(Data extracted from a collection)
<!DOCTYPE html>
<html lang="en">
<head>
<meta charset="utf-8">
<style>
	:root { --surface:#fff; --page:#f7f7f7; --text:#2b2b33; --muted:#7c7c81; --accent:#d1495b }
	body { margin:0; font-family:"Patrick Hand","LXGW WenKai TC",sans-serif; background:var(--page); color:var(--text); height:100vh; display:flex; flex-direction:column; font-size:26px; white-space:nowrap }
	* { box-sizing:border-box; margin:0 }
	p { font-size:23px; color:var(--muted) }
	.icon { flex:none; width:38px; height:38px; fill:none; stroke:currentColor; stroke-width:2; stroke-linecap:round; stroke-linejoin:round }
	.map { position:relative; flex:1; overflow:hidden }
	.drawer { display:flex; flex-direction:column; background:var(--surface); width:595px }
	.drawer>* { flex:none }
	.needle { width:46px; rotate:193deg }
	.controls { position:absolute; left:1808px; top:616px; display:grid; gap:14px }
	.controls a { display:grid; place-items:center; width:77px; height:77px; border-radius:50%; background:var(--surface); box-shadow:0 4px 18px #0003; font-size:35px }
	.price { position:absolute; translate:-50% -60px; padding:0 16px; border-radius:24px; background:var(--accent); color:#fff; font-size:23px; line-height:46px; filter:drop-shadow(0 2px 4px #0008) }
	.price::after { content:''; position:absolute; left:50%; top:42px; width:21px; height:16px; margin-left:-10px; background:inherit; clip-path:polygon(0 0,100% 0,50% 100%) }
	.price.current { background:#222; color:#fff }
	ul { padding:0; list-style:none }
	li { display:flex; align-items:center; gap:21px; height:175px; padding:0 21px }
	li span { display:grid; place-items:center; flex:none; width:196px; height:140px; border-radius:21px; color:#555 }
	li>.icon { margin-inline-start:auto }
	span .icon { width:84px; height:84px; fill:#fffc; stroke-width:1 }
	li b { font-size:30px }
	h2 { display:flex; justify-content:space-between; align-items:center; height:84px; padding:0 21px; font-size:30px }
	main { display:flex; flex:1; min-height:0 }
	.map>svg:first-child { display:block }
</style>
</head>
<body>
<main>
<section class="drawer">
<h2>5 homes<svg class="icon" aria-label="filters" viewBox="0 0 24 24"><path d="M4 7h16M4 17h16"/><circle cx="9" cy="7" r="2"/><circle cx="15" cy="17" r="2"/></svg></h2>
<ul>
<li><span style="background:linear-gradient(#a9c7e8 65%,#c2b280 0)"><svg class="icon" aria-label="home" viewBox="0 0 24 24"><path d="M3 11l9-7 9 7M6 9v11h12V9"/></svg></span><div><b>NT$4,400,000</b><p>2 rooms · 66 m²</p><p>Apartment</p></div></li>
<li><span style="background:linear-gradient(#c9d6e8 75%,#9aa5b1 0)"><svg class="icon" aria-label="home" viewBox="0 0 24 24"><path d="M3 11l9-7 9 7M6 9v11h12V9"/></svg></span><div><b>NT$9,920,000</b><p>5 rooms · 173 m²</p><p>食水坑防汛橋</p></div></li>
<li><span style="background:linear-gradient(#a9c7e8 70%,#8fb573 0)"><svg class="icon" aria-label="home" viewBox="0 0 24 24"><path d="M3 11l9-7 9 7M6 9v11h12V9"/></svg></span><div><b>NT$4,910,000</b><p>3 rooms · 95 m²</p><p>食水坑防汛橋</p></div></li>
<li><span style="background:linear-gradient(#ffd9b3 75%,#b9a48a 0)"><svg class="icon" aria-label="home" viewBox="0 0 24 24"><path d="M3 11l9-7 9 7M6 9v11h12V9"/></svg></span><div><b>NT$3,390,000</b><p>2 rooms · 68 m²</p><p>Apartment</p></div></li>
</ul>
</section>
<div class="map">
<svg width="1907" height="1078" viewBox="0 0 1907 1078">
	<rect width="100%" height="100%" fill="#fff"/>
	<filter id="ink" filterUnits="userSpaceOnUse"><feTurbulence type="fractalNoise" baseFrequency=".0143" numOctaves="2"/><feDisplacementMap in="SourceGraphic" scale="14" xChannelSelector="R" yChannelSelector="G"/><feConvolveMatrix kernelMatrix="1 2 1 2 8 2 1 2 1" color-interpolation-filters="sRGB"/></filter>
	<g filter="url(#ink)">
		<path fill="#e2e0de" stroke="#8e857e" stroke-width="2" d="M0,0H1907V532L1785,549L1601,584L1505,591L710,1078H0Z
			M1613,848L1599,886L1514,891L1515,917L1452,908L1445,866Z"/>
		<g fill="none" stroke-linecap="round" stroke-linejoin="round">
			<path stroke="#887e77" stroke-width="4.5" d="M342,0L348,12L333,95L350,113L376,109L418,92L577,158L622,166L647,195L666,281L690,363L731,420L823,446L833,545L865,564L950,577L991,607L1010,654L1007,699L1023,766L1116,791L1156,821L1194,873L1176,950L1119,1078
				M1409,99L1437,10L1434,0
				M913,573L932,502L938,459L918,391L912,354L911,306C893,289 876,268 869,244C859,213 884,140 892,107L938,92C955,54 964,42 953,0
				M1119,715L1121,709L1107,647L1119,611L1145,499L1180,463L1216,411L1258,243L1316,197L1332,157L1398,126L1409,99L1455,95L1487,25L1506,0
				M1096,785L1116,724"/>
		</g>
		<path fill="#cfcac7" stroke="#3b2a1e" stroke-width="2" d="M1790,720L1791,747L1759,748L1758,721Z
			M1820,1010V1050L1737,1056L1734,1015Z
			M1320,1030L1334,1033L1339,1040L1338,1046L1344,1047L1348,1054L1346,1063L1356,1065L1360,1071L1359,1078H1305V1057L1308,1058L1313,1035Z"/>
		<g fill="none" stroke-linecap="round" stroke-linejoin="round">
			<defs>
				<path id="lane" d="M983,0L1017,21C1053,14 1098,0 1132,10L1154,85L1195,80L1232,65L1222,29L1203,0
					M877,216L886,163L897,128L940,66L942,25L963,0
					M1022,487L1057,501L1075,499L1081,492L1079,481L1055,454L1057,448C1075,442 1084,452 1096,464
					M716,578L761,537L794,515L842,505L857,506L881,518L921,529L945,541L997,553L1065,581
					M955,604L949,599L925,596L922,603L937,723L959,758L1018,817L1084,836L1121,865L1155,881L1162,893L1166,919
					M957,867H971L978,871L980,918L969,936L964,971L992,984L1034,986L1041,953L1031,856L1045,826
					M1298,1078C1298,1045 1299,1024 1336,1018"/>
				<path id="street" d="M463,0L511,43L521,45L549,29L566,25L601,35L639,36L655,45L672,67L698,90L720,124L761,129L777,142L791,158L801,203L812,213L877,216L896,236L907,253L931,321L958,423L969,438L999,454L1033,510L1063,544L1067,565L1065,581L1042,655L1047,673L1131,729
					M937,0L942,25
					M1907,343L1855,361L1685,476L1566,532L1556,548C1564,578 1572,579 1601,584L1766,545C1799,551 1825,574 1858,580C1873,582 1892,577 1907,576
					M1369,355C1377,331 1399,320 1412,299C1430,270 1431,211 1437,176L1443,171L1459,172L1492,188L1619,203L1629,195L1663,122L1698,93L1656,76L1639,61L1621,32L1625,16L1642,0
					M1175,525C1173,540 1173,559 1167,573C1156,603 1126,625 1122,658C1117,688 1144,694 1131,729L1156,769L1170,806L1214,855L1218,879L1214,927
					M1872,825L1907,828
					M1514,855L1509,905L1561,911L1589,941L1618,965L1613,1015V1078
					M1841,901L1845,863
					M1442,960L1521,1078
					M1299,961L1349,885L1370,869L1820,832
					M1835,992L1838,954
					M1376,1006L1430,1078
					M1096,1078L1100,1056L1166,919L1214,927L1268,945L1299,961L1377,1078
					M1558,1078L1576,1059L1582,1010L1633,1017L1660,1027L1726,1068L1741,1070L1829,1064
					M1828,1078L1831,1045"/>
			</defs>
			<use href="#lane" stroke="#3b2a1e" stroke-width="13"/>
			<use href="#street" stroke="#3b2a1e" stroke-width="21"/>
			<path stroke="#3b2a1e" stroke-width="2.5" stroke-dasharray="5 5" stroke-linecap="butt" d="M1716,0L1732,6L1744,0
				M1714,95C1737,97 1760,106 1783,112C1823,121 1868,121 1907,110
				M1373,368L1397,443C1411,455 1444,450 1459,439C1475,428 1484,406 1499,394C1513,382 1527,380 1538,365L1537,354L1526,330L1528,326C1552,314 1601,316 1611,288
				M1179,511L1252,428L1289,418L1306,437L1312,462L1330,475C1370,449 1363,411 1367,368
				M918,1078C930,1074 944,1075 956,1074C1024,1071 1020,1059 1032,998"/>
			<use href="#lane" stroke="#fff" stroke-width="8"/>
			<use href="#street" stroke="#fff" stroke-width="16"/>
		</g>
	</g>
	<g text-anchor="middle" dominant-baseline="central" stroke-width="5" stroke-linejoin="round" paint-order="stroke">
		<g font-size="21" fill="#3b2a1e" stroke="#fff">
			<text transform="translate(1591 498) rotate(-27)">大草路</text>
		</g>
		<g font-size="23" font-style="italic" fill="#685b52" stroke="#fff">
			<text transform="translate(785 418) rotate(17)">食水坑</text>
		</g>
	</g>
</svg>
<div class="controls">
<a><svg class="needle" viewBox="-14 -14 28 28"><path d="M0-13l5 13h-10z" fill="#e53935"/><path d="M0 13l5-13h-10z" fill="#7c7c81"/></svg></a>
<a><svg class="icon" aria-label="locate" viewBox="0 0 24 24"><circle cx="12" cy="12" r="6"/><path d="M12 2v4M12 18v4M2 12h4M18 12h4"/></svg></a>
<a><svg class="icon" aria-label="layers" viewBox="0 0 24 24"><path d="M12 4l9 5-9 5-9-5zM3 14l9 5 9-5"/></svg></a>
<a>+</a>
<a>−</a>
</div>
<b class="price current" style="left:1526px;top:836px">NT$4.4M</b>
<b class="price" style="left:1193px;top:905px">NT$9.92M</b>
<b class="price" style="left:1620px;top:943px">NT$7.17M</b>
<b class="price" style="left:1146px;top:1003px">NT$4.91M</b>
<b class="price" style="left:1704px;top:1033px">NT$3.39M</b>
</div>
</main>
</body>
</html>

What you will do: Please transcribe the data exactly from its first line. End with the line that contains "display:grid; place-items:center; width:77px;".

Exercise response:
<!DOCTYPE html>
<html lang="en">
<head>
<meta charset="utf-8">
<style>
	:root { --surface:#fff; --page:#f7f7f7; --text:#2b2b33; --muted:#7c7c81; --accent:#d1495b }
	body { margin:0; font-family:"Patrick Hand","LXGW WenKai TC",sans-serif; background:var(--page); color:var(--text); height:100vh; display:flex; flex-direction:column; font-size:26px; white-space:nowrap }
	* { box-sizing:border-box; margin:0 }
	p { font-size:23px; color:var(--muted) }
	.icon { flex:none; width:38px; height:38px; fill:none; stroke:currentColor; stroke-width:2; stroke-linecap:round; stroke-linejoin:round }
	.map { position:relative; flex:1; overflow:hidden }
	.drawer { display:flex; flex-direction:column; background:var(--surface); width:595px }
	.drawer>* { flex:none }
	.needle { width:46px; rotate:193deg }
	.controls { position:absolute; left:1808px; top:616px; display:grid; gap:14px }
	.controls a { display:grid; place-items:center; width:77px; height:77px; border-radius:50%; background:var(--surface); box-shadow:0 4px 18px #0003; font-size:35px }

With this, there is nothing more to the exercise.